* PROMPT
What follows is a set of entries. Give them again exactly, without the pictures.

*** MATERIAL PROVIDED ***

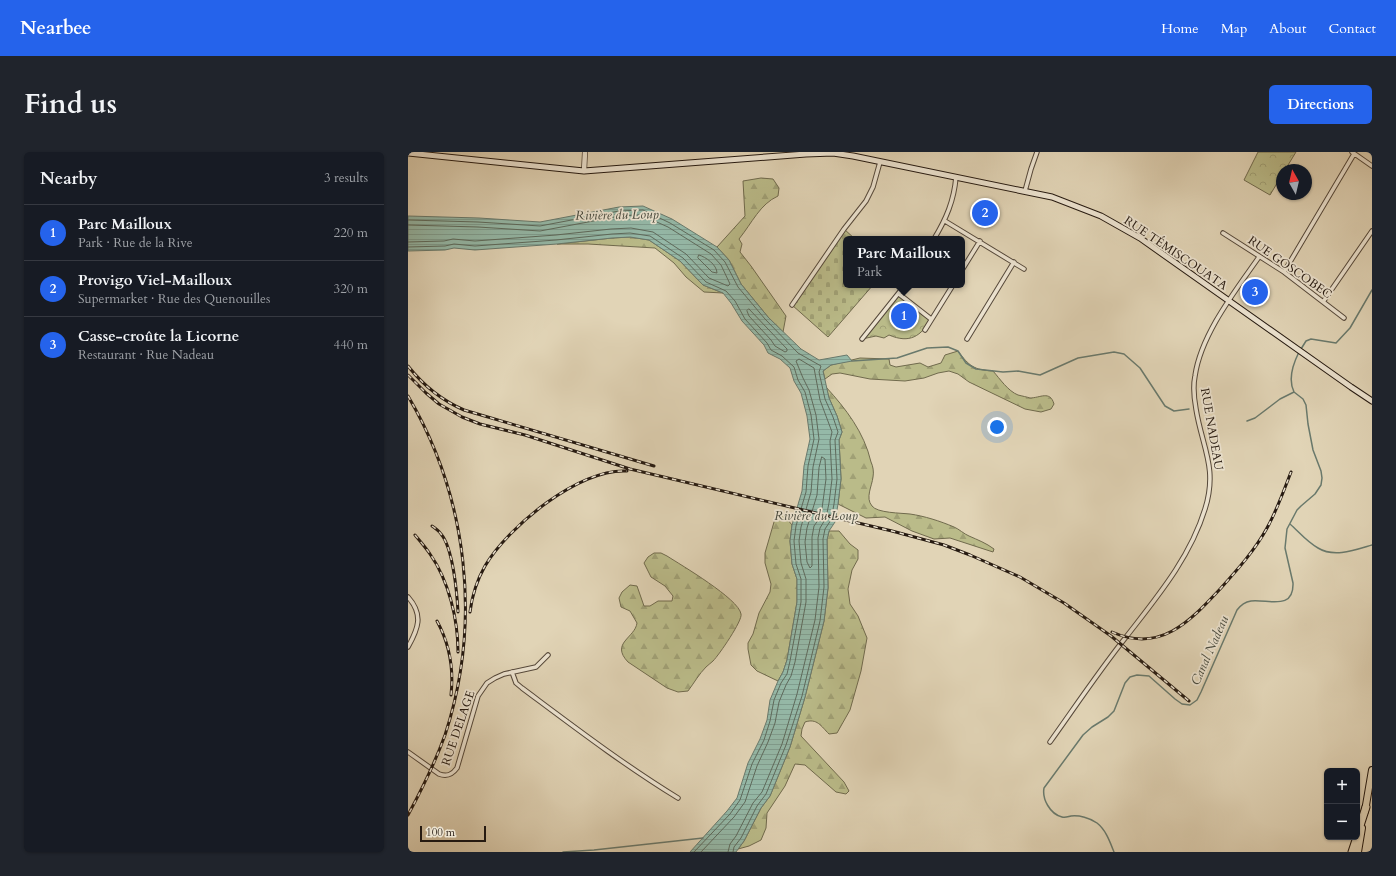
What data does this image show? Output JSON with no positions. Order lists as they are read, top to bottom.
{
  "streets": {
    "main road": ["RUE TÉMISCOUATA"],
    "street": ["RUE GOSCOBEC", "RUE NADEAU", "RUE DELAGE"]
  },
  "crossings": [
    ["RUE TÉMISCOUATA", "RUE NADEAU"],
    ["RUE GOSCOBEC", "RUE NADEAU"]
  ],
  "water": ["Rivière du Loup", "Canal Nadeau"],
  "scale_bar": "100 m",
  "north": "top",
  "page": {
    "header": "Nearbee",
    "nav": [
      "Home",
      "Map",
      "About",
      "Contact"
    ],
    "title": "Find us",
    "buttons": "Directions",
    "heading": ["Nearby", "3 results"],
    "pins": ["2", "3", "1"],
    "list": [
      {
        "mark": "1",
        "name": "Parc Mailloux",
        "note": "Park · Rue de la Rive",
        "value": "220 m"
      },
      {
        "mark": "2",
        "name": "Provigo Viel-Mailloux",
        "note": "Supermarket · Rue des Quenouilles",
        "value": "320 m"
      },
      {
        "mark": "3",
        "name": "Casse-croûte la Licorne",
        "note": "Restaurant · Rue Nadeau",
        "value": "440 m"
      }
    ],
    "popup": ["Parc Mailloux", "Park"],
    "map_buttons": ["+", "−"],
    "scale": "100 m"
  }
}
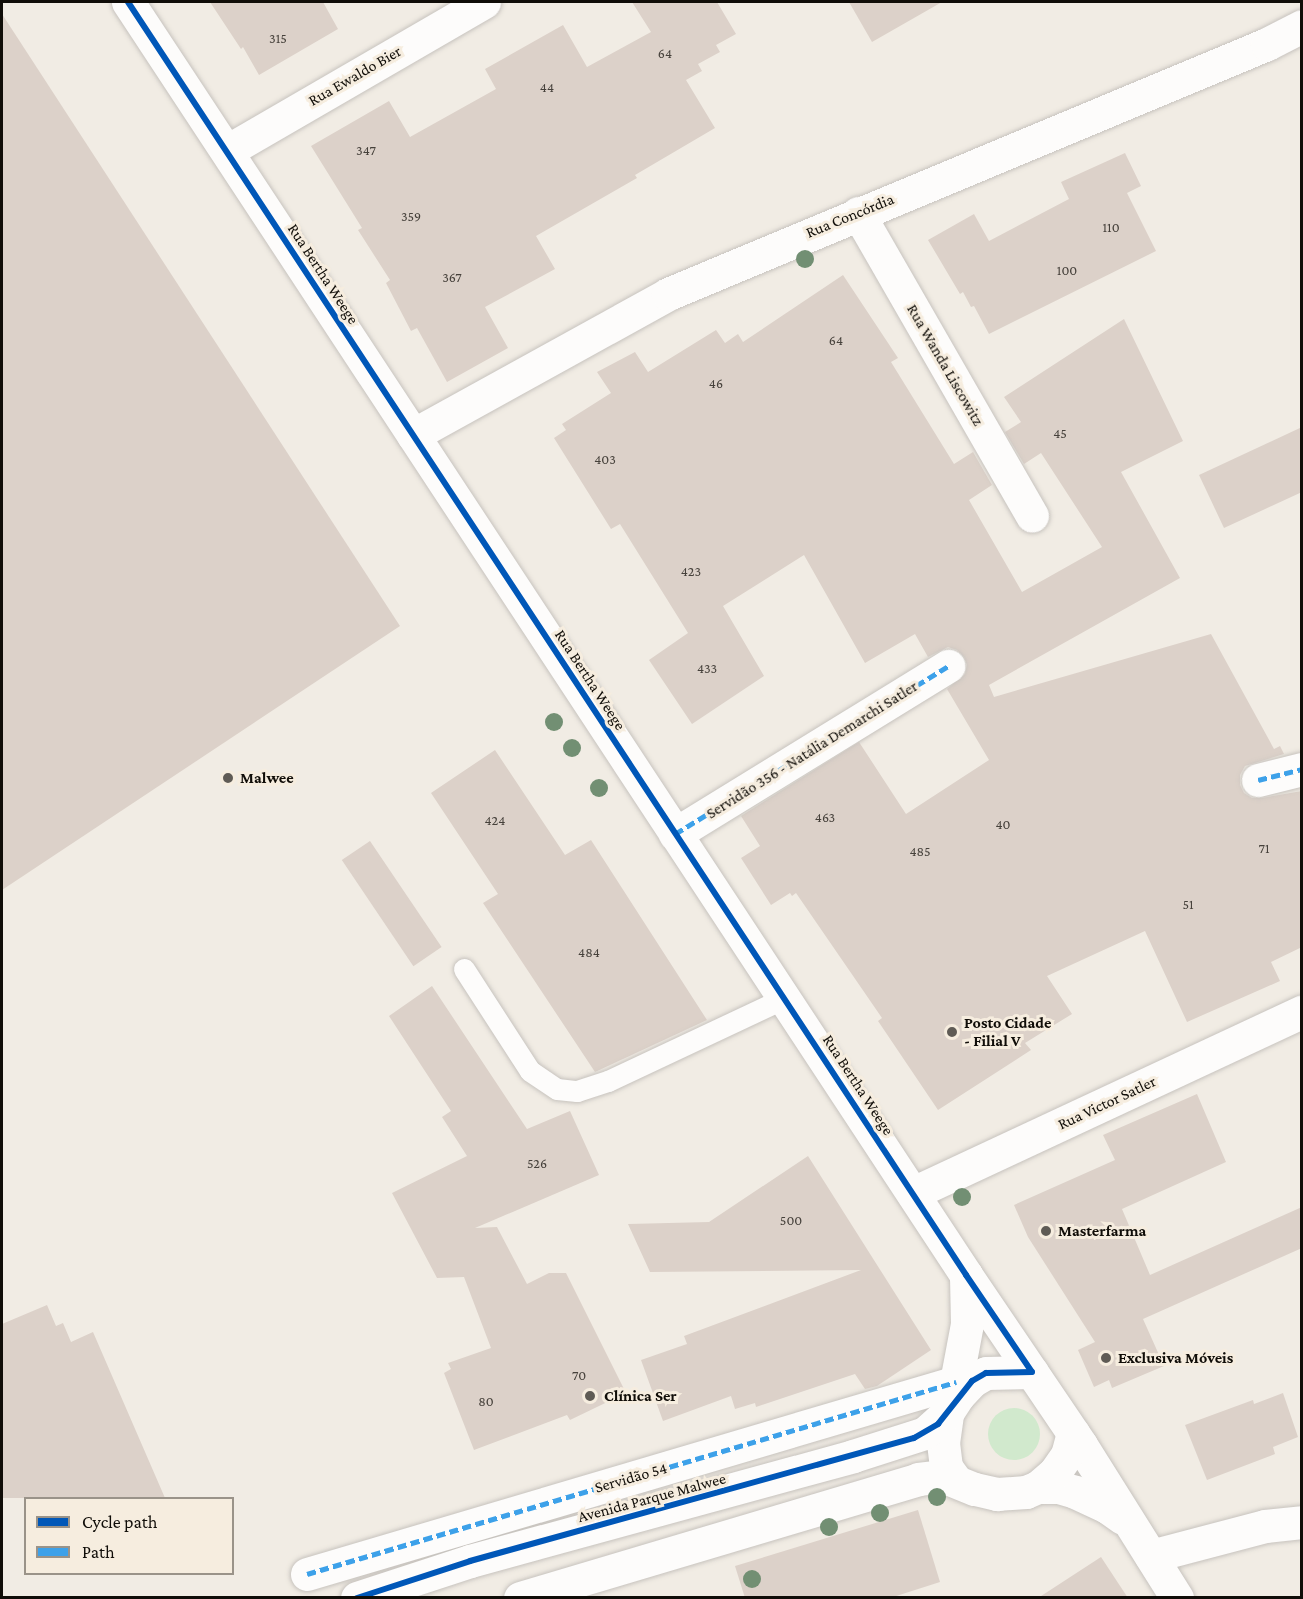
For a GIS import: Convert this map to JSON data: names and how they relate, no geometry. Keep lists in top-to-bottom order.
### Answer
{
  "streets": {
    "main road": [
      "Rua Ewaldo Bier",
      "Rua Concórdia",
      "Rua Bertha Weege",
      "Rua Wanda Liscowitz",
      "Servidão 356 - Natália Demarchi Satler",
      "Rua Victor Satler",
      "Servidão 54",
      "Avenida Parque Malwee"
    ]
  },
  "crossings": [
    ["Rua Ewaldo Bier", "Rua Bertha Weege"],
    ["Rua Concórdia", "Rua Bertha Weege"],
    ["Rua Concórdia", "Rua Wanda Liscowitz"],
    ["Rua Bertha Weege", "Servidão 356 - Natália Demarchi Satler"],
    ["Rua Bertha Weege", "Rua Victor Satler"],
    ["Rua Bertha Weege", "Avenida Parque Malwee"]
  ],
  "places": [
    "Malwee",
    "Posto Cidade - Filial V",
    "Masterfarma",
    "Exclusiva Móveis",
    "Clínica Ser"
  ],
  "house_numbers": [
    "315",
    "64",
    "44",
    "347",
    "359",
    "110",
    "100",
    "367",
    "64",
    "46",
    "45",
    "403",
    "423",
    "433",
    "463",
    "424",
    "40",
    "71",
    "485",
    "51",
    "484",
    "526",
    "500",
    "70",
    "80"
  ],
  "legend": ["Cycle path", "Path"]
}
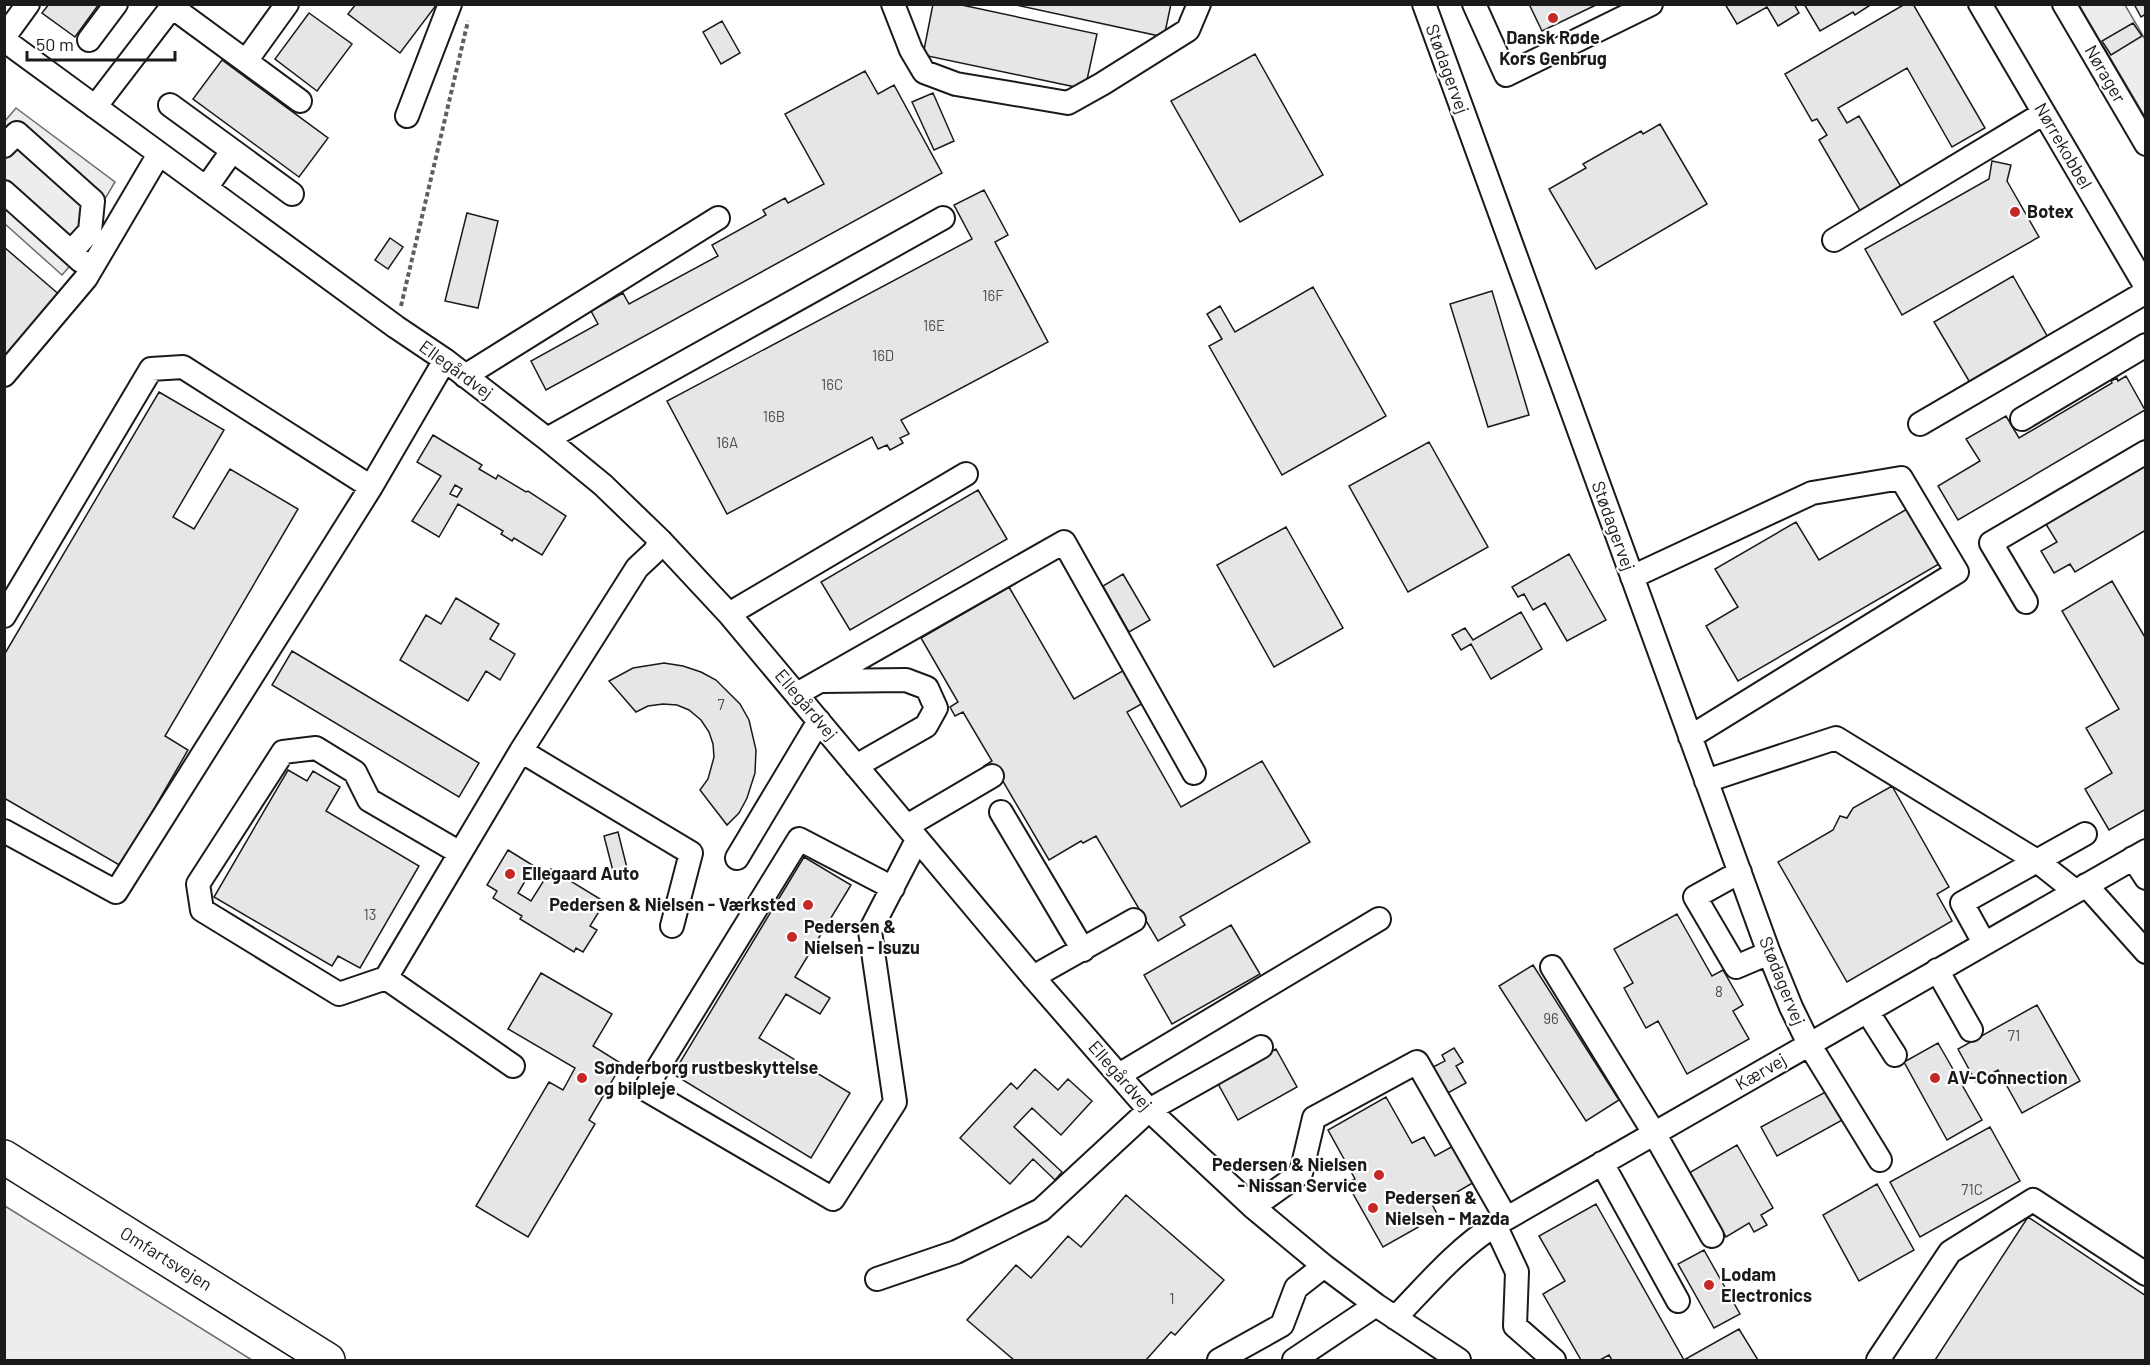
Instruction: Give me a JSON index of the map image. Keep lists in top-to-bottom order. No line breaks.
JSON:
{"streets":{"highway":["Omfartsvejen"],"street":["Stødagervej","Nørager","Nørrekobbel","Ellegårdvej","Kærvej"]},"crossings":[["Stødagervej","Kærvej"],["Ellegårdvej","Kærvej"]],"places":["Dansk Røde Kors Genbrug","Botex","Ellegaard Auto","Pedersen & Nielsen - Værksted","Pedersen & Nielsen - Isuzu","Sønderborg rustbeskyttelse og bilpleje","AV-Connection","Pedersen & Nielsen - Nissan Service","Pedersen & Nielsen - Mazda","Lodam Electronics"],"house_numbers":["16F","16E","16D","16C","16B","16A","7","13","8","96","71","71C","1"],"scale_bar":"50 m"}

*** End of MATERIAL PROVIDED ***

* ANSWER SPACE
What data does this image show? Output JSON with no positions. Order lists as they are read, top to bottom.
{
  "streets": {
    "main road": ["RUE TÉMISCOUATA"],
    "street": ["RUE GOSCOBEC", "RUE NADEAU", "RUE DELAGE"]
  },
  "crossings": [
    ["RUE TÉMISCOUATA", "RUE NADEAU"],
    ["RUE GOSCOBEC", "RUE NADEAU"]
  ],
  "water": ["Rivière du Loup", "Canal Nadeau"],
  "scale_bar": "100 m",
  "north": "top",
  "page": {
    "header": "Nearbee",
    "nav": [
      "Home",
      "Map",
      "About",
      "Contact"
    ],
    "title": "Find us",
    "buttons": "Directions",
    "heading": ["Nearby", "3 results"],
    "pins": ["2", "3", "1"],
    "list": [
      {
        "mark": "1",
        "name": "Parc Mailloux",
        "note": "Park · Rue de la Rive",
        "value": "220 m"
      },
      {
        "mark": "2",
        "name": "Provigo Viel-Mailloux",
        "note": "Supermarket · Rue des Quenouilles",
        "value": "320 m"
      },
      {
        "mark": "3",
        "name": "Casse-croûte la Licorne",
        "note": "Restaurant · Rue Nadeau",
        "value": "440 m"
      }
    ],
    "popup": ["Parc Mailloux", "Park"],
    "map_buttons": ["+", "−"],
    "scale": "100 m"
  }
}
For a GIS import: Convert this map to JSON data: names and how they relate, no geometry. Keep lists in top-to-bottom order.
### Answer
{
  "streets": {
    "main road": [
      "Rua Ewaldo Bier",
      "Rua Concórdia",
      "Rua Bertha Weege",
      "Rua Wanda Liscowitz",
      "Servidão 356 - Natália Demarchi Satler",
      "Rua Victor Satler",
      "Servidão 54",
      "Avenida Parque Malwee"
    ]
  },
  "crossings": [
    ["Rua Ewaldo Bier", "Rua Bertha Weege"],
    ["Rua Concórdia", "Rua Bertha Weege"],
    ["Rua Concórdia", "Rua Wanda Liscowitz"],
    ["Rua Bertha Weege", "Servidão 356 - Natália Demarchi Satler"],
    ["Rua Bertha Weege", "Rua Victor Satler"],
    ["Rua Bertha Weege", "Avenida Parque Malwee"]
  ],
  "places": [
    "Malwee",
    "Posto Cidade - Filial V",
    "Masterfarma",
    "Exclusiva Móveis",
    "Clínica Ser"
  ],
  "house_numbers": [
    "315",
    "64",
    "44",
    "347",
    "359",
    "110",
    "100",
    "367",
    "64",
    "46",
    "45",
    "403",
    "423",
    "433",
    "463",
    "424",
    "40",
    "71",
    "485",
    "51",
    "484",
    "526",
    "500",
    "70",
    "80"
  ],
  "legend": ["Cycle path", "Path"]
}
Instruction: Give me a JSON index of the map image. Keep lists in top-to-bottom order. No line breaks.
JSON:
{"streets":{"highway":["Omfartsvejen"],"street":["Stødagervej","Nørager","Nørrekobbel","Ellegårdvej","Kærvej"]},"crossings":[["Stødagervej","Kærvej"],["Ellegårdvej","Kærvej"]],"places":["Dansk Røde Kors Genbrug","Botex","Ellegaard Auto","Pedersen & Nielsen - Værksted","Pedersen & Nielsen - Isuzu","Sønderborg rustbeskyttelse og bilpleje","AV-Connection","Pedersen & Nielsen - Nissan Service","Pedersen & Nielsen - Mazda","Lodam Electronics"],"house_numbers":["16F","16E","16D","16C","16B","16A","7","13","8","96","71","71C","1"],"scale_bar":"50 m"}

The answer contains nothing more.